Думаю, в огромной степени это удалось Стругацким. А так вообще-то Даль погиб именно оттого, что перед главным рывком не чувствовал должной уверенности в себе. Мне кажется, и самоедство его происходило именно потому, что он не мог рассматривать себя в отрыве от этой реальности. А суть была в том, чтобы оторваться. Суть была в том, чтобы перестать от нее зависеть. Конечно, это удалось в огромной степени Бродскому, но какую цену за это Бродский заплатил! Вот об этом страшно подумать. У Чухонцева интересные были попытки отрыва, и, мне кажется, в «Однофамильце» это произошло. В «Однофамильце» он порвал со средой, с интеллигентской этой средой. А дальше – видите, тут дальше надо идти в еще более глубокие слои, дальше надо думать уже о российской матрице. Вот Бродский оказался, мне кажется, не способен с нею порвать и от нее оторваться, о чем свидетельствуют многие стихи: и «Памяти Жукова», и «На независимость Украины». И то, что Бродский сегодня присвоен русским миром, во многом говорит о его внутренней принадлежности к этой культуре ресентимента.
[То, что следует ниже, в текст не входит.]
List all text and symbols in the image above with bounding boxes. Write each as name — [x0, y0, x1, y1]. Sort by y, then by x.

Потому что у него этот ресентимент в стихах любовных: да, я самый несчастный, зато:

Нет, я вам доложу, утрата,

Завал, непруха

Из вас творят аристократа

Хотя бы духа.

Да, вот мне не повезло в любви, зато я благодаря этому высоко прорвался в метафизику. Но я думаю, что «Осенний крик ястреба» остался, скорее, декларацией, чем написанием своей художественной практики. Я чувствую, сколько народу сейчас на меня за это ополчится, но тут другие критерии. Я не говорю о том, что это плохо. Просто, видимо, отрыв от русской матрицы – это всегда довольно кровавое дело, довольно трагическое. Надо слишком многое в себе уничтожить, чтобы оторваться от родины и от ее ценностей. Вот в этом-то и ошибка сегодня, опасность сегодняшней российской пропаганды – что она ставит на последние, на самые значительные вещи. Либо ты с нами, либо ты против родины. Отождествлять родину с собой довольно опасно, потому что ты-то не вечен. И более того, неизбежна та или иная перестройка государственной жизни. Что же, это будет не Россия? Нет, это будет Россия.
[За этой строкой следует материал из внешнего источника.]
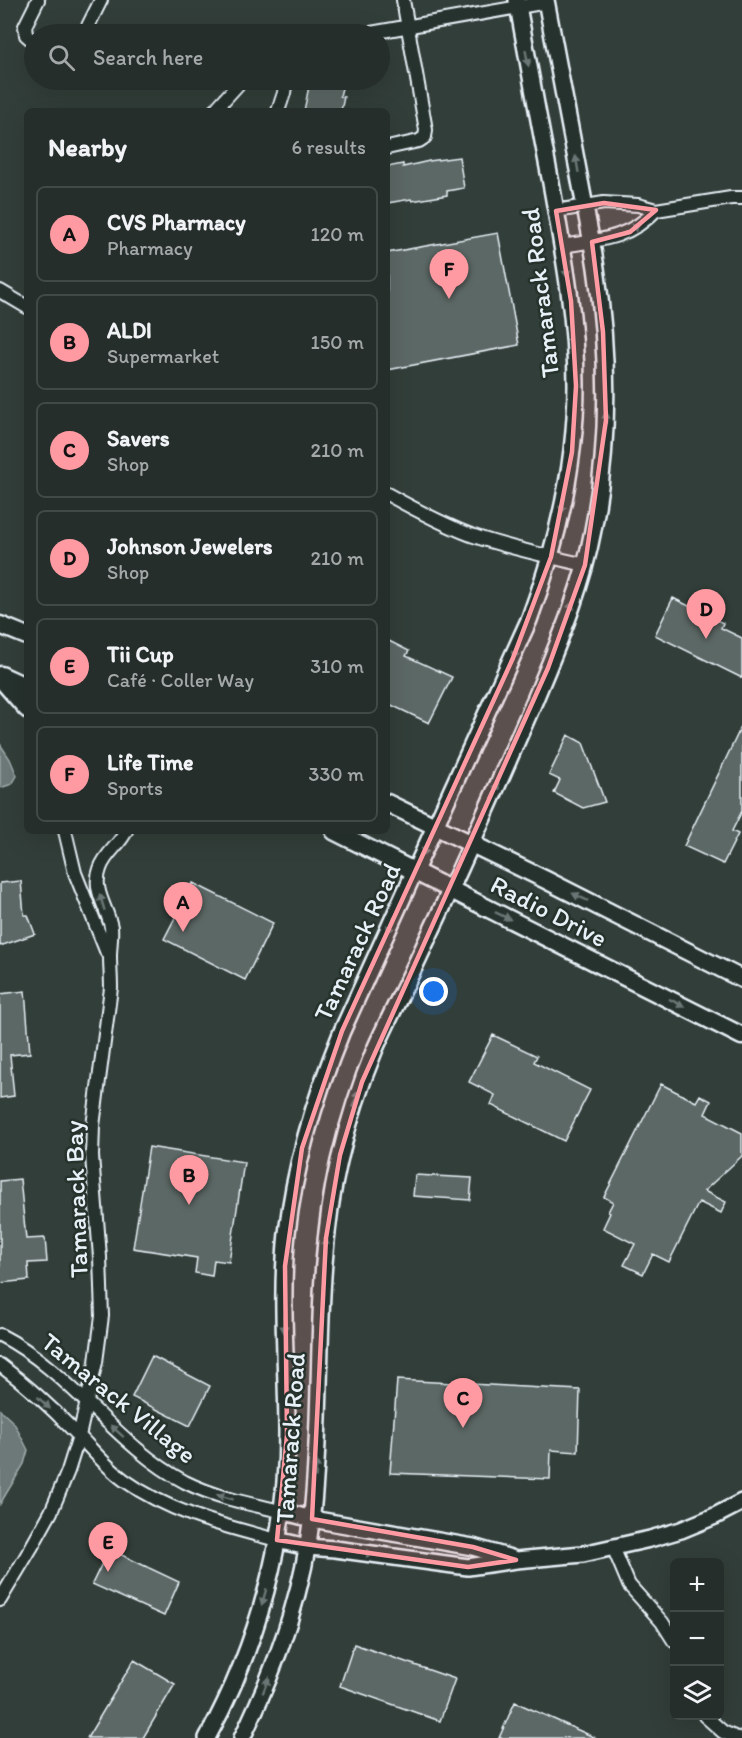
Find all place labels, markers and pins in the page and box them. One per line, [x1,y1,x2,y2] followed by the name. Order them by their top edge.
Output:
[430,250,468,299] pin: F
[686,590,726,639] pin: D
[164,882,202,932] pin: A
[170,1156,208,1205] pin: B
[444,1378,482,1428] pin: C
[88,1522,128,1572] pin: E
Два вопроса о новом клипе «Rammstein». Я видел его, конечно. Правда, я человек не немецкоговорящий, но подстрочник этой песни я прочел. «Rammstein» впервые за долгое время обратили внимание на то, о чем в свое время писал Томас Манн: а вот не погибла ли Германия в целом? Что мы говорим сегодня, что мы думаем сегодня о германском духе? Сохранился ли он? Можно ли говорить о единой Германии – Германии довоенной и послевоенной, – можно ли говорить о том, что это та же родина? Вопрос поставлен, многие уже ополчились на то, что «Rammstein» в этом клипе касается вещей, которых касаться не принято или, как многие думают, кощунственно. Действительно, кадры из концлагерей в клипе некоторых напрягают. Но, во-первых, искусство клипа – это искусство серьезное, ничего не поделаешь. А во-вторых, надо, наверное, о некоторых вещах говорить, к каким-то вещам прикасаться. Нельзя же вечно держать огромную зону табу, огромную зону умолчаний на месте своего прошлого. У Германии на этом месте привычный вывих, она может опять сорваться в идеологию крайне правую, условно говоря, в «Альтернативу для Германии», которая пользуется известной популярностью. Да и ксенофобия вполне может заявить о себе.
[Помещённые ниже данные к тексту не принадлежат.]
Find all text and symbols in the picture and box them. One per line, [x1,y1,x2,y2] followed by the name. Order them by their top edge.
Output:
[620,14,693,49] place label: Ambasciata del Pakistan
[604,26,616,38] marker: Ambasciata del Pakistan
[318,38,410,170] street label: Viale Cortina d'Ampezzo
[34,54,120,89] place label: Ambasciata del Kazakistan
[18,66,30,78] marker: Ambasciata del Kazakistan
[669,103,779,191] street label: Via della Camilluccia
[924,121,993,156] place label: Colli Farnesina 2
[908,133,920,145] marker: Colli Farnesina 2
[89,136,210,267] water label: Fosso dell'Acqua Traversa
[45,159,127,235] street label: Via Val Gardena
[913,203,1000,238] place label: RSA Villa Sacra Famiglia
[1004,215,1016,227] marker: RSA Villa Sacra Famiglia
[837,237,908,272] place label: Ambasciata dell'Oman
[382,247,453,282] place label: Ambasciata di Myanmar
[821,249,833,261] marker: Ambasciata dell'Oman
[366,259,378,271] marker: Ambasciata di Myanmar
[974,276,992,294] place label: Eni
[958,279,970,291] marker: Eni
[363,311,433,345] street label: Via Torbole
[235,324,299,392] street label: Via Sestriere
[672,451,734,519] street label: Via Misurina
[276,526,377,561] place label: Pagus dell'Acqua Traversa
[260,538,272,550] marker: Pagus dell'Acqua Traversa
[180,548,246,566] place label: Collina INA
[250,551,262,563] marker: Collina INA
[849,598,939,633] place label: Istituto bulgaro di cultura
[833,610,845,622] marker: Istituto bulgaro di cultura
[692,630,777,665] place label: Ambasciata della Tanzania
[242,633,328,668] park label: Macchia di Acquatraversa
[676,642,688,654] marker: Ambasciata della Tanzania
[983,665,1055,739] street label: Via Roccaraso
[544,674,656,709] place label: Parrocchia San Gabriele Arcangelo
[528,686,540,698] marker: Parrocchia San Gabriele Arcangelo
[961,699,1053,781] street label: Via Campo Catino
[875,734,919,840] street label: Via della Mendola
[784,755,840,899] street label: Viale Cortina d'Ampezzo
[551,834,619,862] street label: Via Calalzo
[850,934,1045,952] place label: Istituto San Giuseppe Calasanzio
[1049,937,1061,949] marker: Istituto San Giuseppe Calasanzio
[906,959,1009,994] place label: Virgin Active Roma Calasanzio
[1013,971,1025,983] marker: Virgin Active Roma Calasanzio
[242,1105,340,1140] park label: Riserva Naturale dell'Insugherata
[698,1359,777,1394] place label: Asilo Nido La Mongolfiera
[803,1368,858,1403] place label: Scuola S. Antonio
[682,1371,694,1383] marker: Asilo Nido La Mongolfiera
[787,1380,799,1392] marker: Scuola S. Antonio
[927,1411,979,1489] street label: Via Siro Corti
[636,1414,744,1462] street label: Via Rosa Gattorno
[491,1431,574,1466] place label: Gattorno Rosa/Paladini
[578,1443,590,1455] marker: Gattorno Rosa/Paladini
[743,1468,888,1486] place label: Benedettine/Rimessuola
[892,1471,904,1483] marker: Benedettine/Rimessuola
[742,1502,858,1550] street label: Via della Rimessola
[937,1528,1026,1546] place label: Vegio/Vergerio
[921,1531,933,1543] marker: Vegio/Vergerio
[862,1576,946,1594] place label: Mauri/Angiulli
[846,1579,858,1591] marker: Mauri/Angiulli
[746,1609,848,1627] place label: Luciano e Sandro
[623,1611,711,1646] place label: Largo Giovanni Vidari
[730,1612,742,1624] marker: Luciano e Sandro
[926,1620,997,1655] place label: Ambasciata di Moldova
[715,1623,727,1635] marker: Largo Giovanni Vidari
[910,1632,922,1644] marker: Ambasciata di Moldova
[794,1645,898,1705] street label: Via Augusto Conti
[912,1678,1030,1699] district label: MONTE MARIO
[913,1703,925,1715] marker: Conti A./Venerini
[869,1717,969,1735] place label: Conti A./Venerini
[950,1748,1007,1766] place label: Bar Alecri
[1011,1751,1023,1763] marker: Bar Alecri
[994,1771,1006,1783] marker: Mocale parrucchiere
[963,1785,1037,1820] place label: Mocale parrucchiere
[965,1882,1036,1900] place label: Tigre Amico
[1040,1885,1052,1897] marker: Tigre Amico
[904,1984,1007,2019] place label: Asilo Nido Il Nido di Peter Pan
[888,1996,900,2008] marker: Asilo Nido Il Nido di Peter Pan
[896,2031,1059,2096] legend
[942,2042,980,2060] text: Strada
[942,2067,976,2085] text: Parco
Д.Быков: Гениальное поколение родилось в начале XX века – это поколение символистов, модернистов, авангардистов

Европа, когда она более-менее оклемалась после Второй мировой войны, еще в 70-е годы многие неонацистские ошибки повторяла. Иными словами, табуирование этой темы ведет к новым нагноениям. Поэтому клип «Rammstein» современный. Они вот сейчас задумались об образе родины. О том, что, собственно, там, на образе родины. Я думаю, что и в России неизбежен этап серьезных, вдумчивых исследований так называемой «русской матрицы». Когда этот этап произойдет, не знаю. Янов уже сейчас этим занимается. Но опять же, кто Янова будет сейчас в России всерьез исследовать, читать… Это все же проходит по разряду клинической русофобии, хотя со временем, мне кажется, за само слово «русофобия» будут переставать воспринимать всерьез.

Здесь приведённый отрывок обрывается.